● **Data for this exercise**
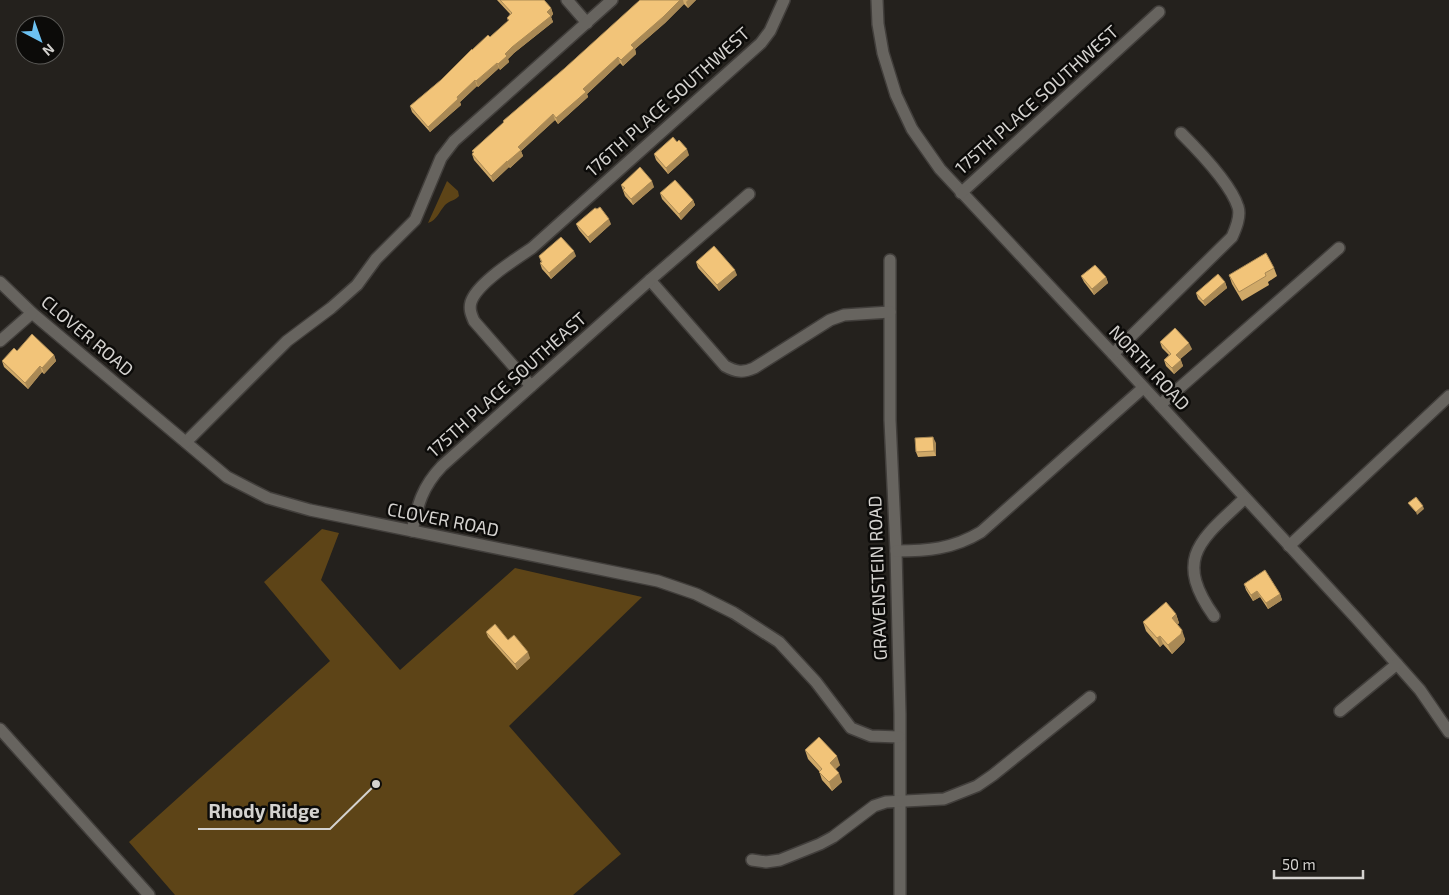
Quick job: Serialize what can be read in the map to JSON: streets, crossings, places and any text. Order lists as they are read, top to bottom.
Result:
{
  "streets": {
    "street": [
      "175TH PLACE SOUTHWEST",
      "176TH PLACE SOUTHWEST",
      "CLOVER ROAD",
      "NORTH ROAD",
      "175TH PLACE SOUTHEAST",
      "GRAVENSTEIN ROAD"
    ]
  },
  "crossings": [
    ["175TH PLACE SOUTHWEST", "NORTH ROAD"],
    ["176TH PLACE SOUTHWEST", "175TH PLACE SOUTHEAST"],
    ["CLOVER ROAD", "175TH PLACE SOUTHEAST"],
    ["CLOVER ROAD", "GRAVENSTEIN ROAD"]
  ],
  "places": ["Rhody Ridge"],
  "scale_bar": "50 m",
  "north": "bottom right"
}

● **Exercise aim**
Return a verbatim transcription of the data, omitting all images.

● **Exercise solution**
Quick job: Serialize what can be read in the map to JSON: streets, crossings, places and any text. Order lists as they are read, top to bottom.
Result:
{
  "streets": {
    "street": [
      "175TH PLACE SOUTHWEST",
      "176TH PLACE SOUTHWEST",
      "CLOVER ROAD",
      "NORTH ROAD",
      "175TH PLACE SOUTHEAST",
      "GRAVENSTEIN ROAD"
    ]
  },
  "crossings": [
    ["175TH PLACE SOUTHWEST", "NORTH ROAD"],
    ["176TH PLACE SOUTHWEST", "175TH PLACE SOUTHEAST"],
    ["CLOVER ROAD", "175TH PLACE SOUTHEAST"],
    ["CLOVER ROAD", "GRAVENSTEIN ROAD"]
  ],
  "places": ["Rhody Ridge"],
  "scale_bar": "50 m",
  "north": "bottom right"
}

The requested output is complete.